Creative Circumnavigation
Today is the first anniversary of my restarting my paper diary, which I had kept from 1997 to 2008. but the new diary is a music diary, where every day I notate some kind of a riff or seed of an idea that I could develop in the future. It's interesting to loop back and revisit those ideas every day, some of which have been fully developed, some of which I never touched. I think it's an interesting and organic way of working that is quotidian. It's a routine that can produce results, just as cultivating a garden does. If you work in this way, there's no writer’s block, no blank canvas, no despairing about not having any ideas. At least you could come up with one idea per day, and in my case, the ideas are abstracted from things that I've written in my diary, so the rhythms of the words are creating the riffs. Sometimes when I develop them, I just use the rhythms and create instrumental or orchestral pieces based on them. Some I've used to generate AI music.

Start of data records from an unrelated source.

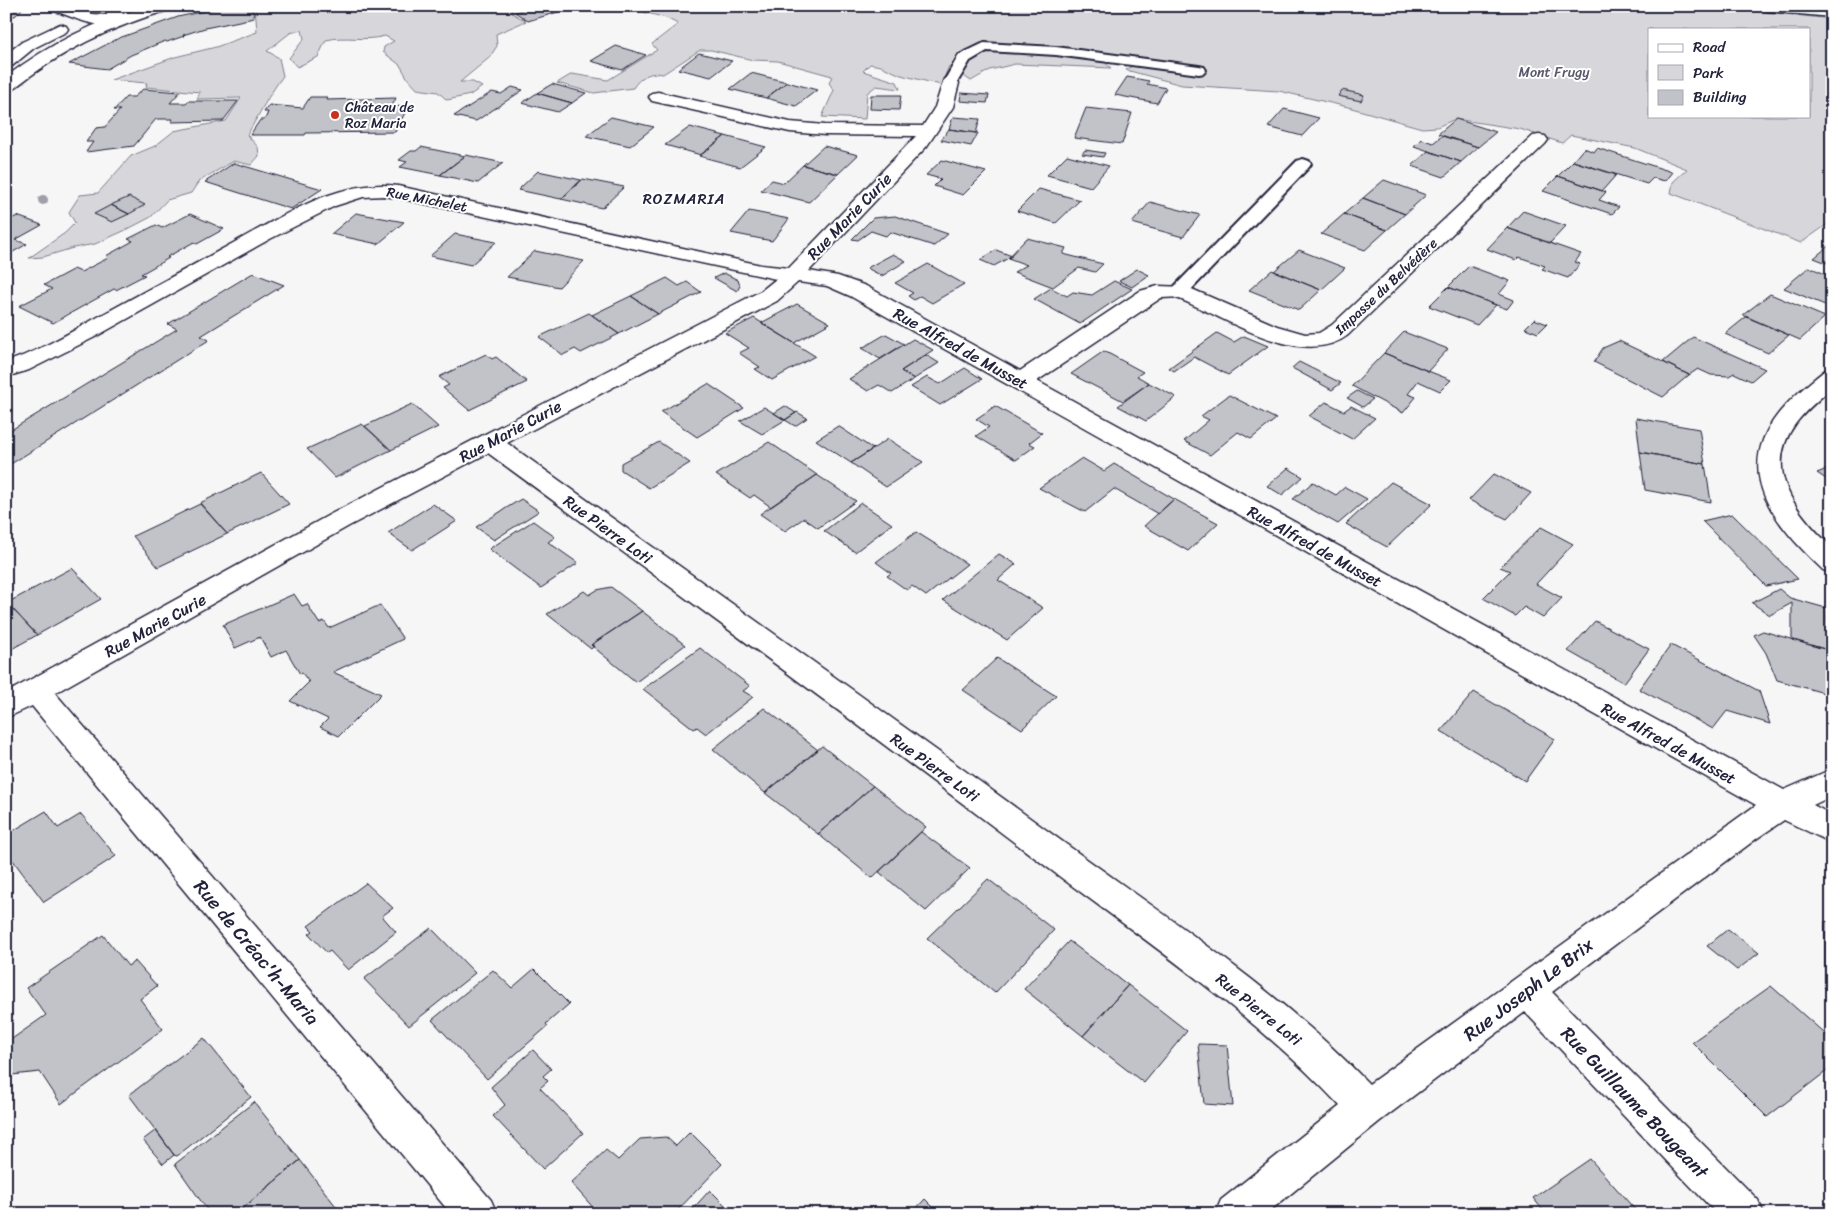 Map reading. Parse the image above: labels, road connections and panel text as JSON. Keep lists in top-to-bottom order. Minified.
{"streets":{"street":["Rue Michelet","Rue Marie Curie","Impasse du Belvédère","Rue Alfred de Musset","Rue Pierre Loti","Rue de Créac'h-Maria","Rue Joseph Le Brix","Rue Guillaume Bougeant"]},"crossings":[["Rue Michelet","Rue Marie Curie"],["Rue Michelet","Rue Alfred de Musset"],["Rue Marie Curie","Rue Alfred de Musset"],["Rue Marie Curie","Rue Pierre Loti"],["Rue Marie Curie","Rue de Créac'h-Maria"],["Impasse du Belvédère","Rue Alfred de Musset"],["Rue Alfred de Musset","Rue Joseph Le Brix"],["Rue Pierre Loti","Rue Joseph Le Brix"],["Rue Joseph Le Brix","Rue Guillaume Bougeant"]],"districts":["ROZMARIA"],"parks":["Mont Frugy"],"places":["Château de Roz Maria"],"legend":["Road","Park","Building"]} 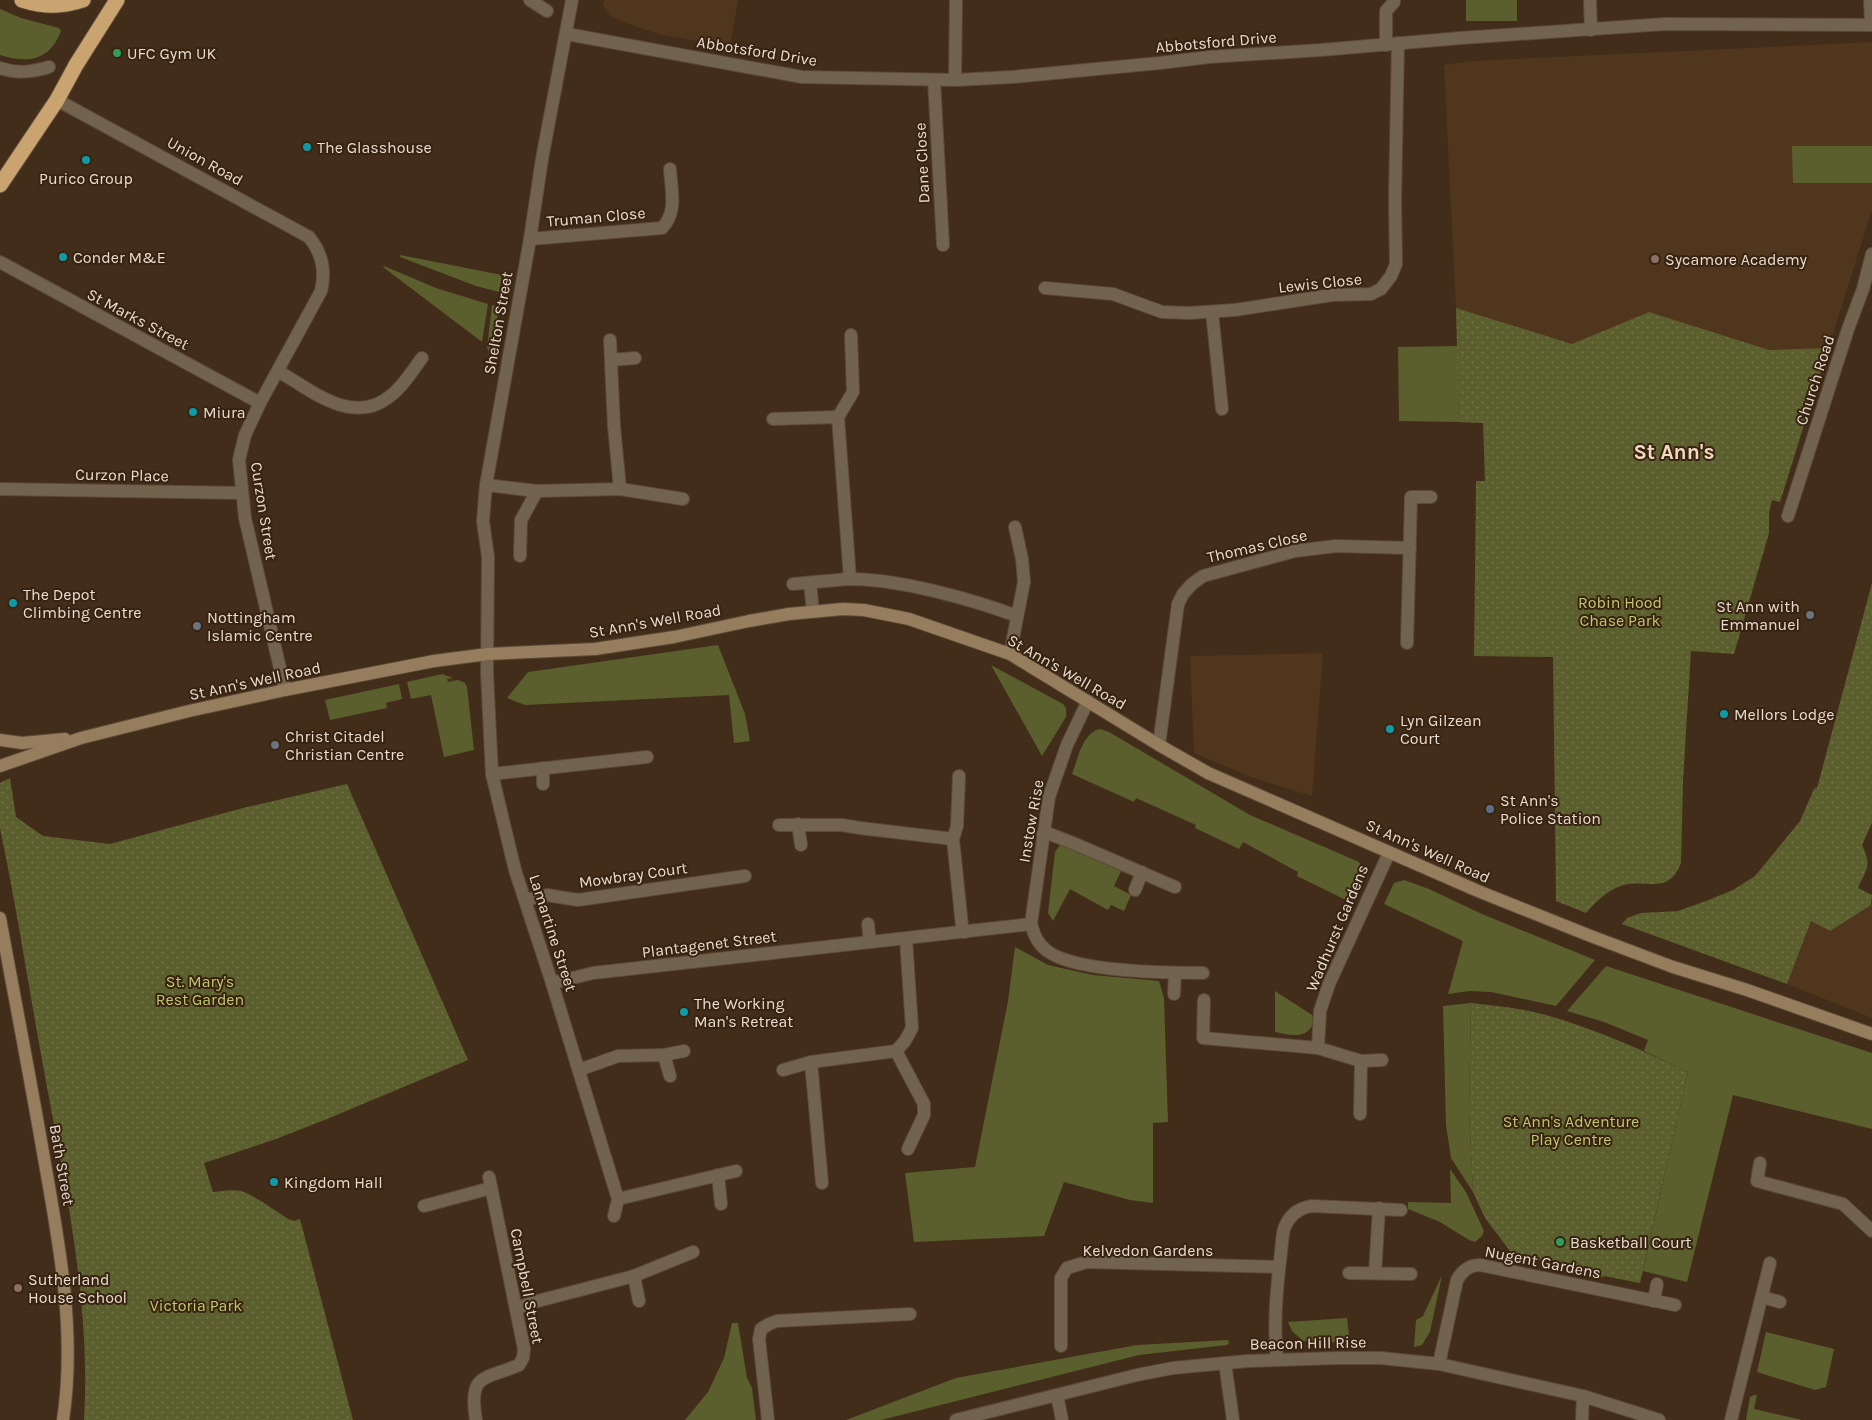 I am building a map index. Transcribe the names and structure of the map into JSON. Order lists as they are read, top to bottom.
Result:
{
  "streets": {
    "street": [
      "Abbotsford Drive",
      "Union Road",
      "Dane Close",
      "Truman Close",
      "Lewis Close",
      "St Marks Street",
      "Shelton Street",
      "Church Road",
      "Curzon Place",
      "Curzon Street",
      "Thomas Close",
      "St Ann's Well Road",
      "Instow Rise",
      "Mowbray Court",
      "Wadhurst Gardens",
      "Lamartine Street",
      "Plantagenet Street",
      "Bath Street",
      "Kelvedon Gardens",
      "Nugent Gardens",
      "Campbell Street",
      "Beacon Hill Rise"
    ]
  },
  "crossings": [
    ["Abbotsford Drive", "Dane Close"],
    ["Abbotsford Drive", "Lewis Close"],
    ["Abbotsford Drive", "Shelton Street"],
    ["Union Road", "Curzon Street"],
    ["Truman Close", "Shelton Street"],
    ["St Marks Street", "Curzon Street"],
    ["Shelton Street", "St Ann's Well Road"],
    ["Shelton Street", "Lamartine Street"],
    ["Curzon Place", "Curzon Street"],
    ["Curzon Street", "St Ann's Well Road"],
    ["Thomas Close", "St Ann's Well Road"],
    ["St Ann's Well Road", "Instow Rise"],
    ["St Ann's Well Road", "Wadhurst Gardens"],
    ["St Ann's Well Road", "Lamartine Street"],
    ["Instow Rise", "Plantagenet Street"],
    ["Mowbray Court", "Lamartine Street"],
    ["Lamartine Street", "Plantagenet Street"],
    ["Nugent Gardens", "Beacon Hill Rise"]
  ],
  "districts": ["St Ann's"],
  "parks": [
    "Robin Hood Chase Park",
    "St. Mary's Rest Garden",
    "St Ann's Adventure Play Centre",
    "Victoria Park"
  ],
  "places": [
    "UFC Gym UK",
    "The Glasshouse",
    "Purico Group",
    "Conder M&E",
    "Sycamore Academy",
    "Miura",
    "The Depot Climbing Centre",
    "St Ann with Emmanuel",
    "Nottingham Islamic Centre",
    "Mellors Lodge",
    "Lyn Gilzean Court",
    "Christ Citadel Christian Centre",
    "St Ann's Police Station",
    "The Working Man's Retreat",
    "Kingdom Hall",
    "Basketball Court",
    "Sutherland House School"
  ]
} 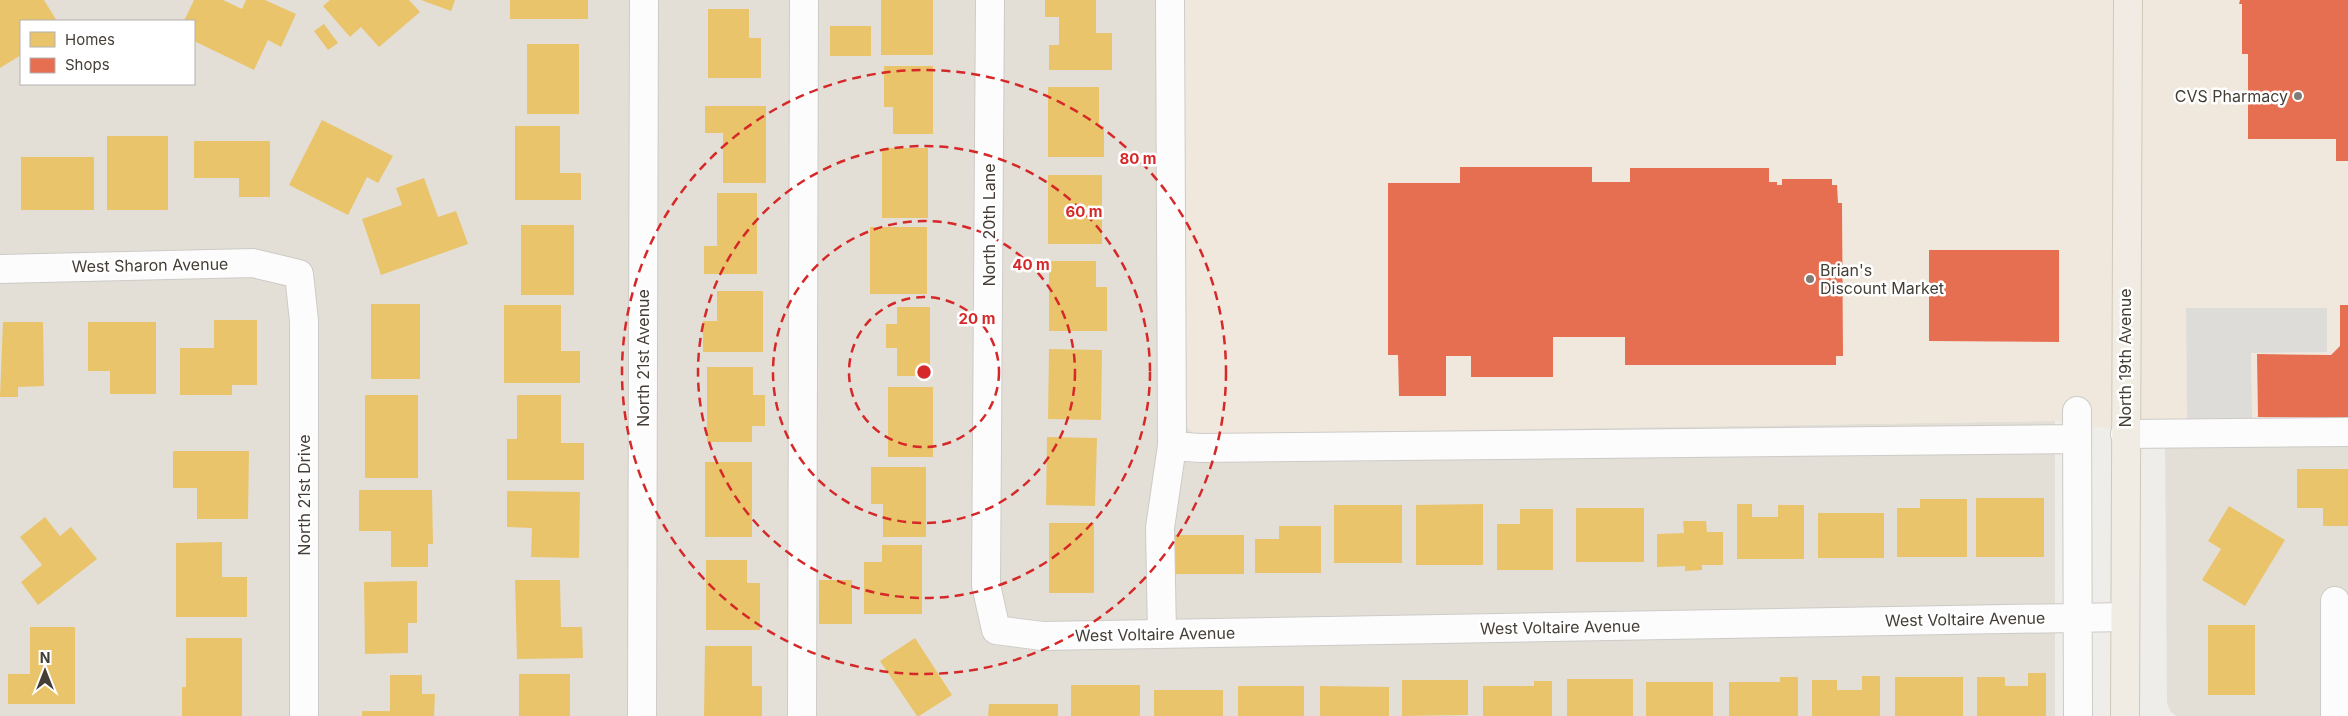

Now with AI (LLMs) in the loop, I'm able to research what I've written in the past. This is a nice summary:
Benefits and Philosophy of Routines
- Overcoming Blocks and Achieving Flow: Routines provide a consistent path, helping artists overcome creative blocks and enter "flow states" more easily. This consistent engagement cultivates a "dynamo" of creativity.
- - Providing Structure and Coherence: Routines, especially systematic frameworks like the Songdays, impose a coherence that makes disparate ideas appear as part of a unified whole. This allows for the integration of diverse styles and prevents the work from becoming a disorganized pile of ideas.
- - Personal Satisfaction and Meaning: The ultimate aim of a creative routine is to find satisfaction and personal joy in the work itself, independent of external validation. Jerry Saltz:, "If I can do that, then that’s a success, and success means that I get to do it again tomorrow".
- Allowing for Evolution and Variation: While providing structure, routines are not meant to be rigid. The author embraces a routine of variation, genre-hopping, and stylistic shifts to avoid boredom and maintain natural motivation. This allows for the constant evolution of work while retaining underlying integrity.
In essence, creative routines, whether structured systems like the Songdays, or broader philosophical approaches to work, serve as the backbone of a productive and authentic creative life, allowing artists to explore, develop, and express their ideas with consistency and intention.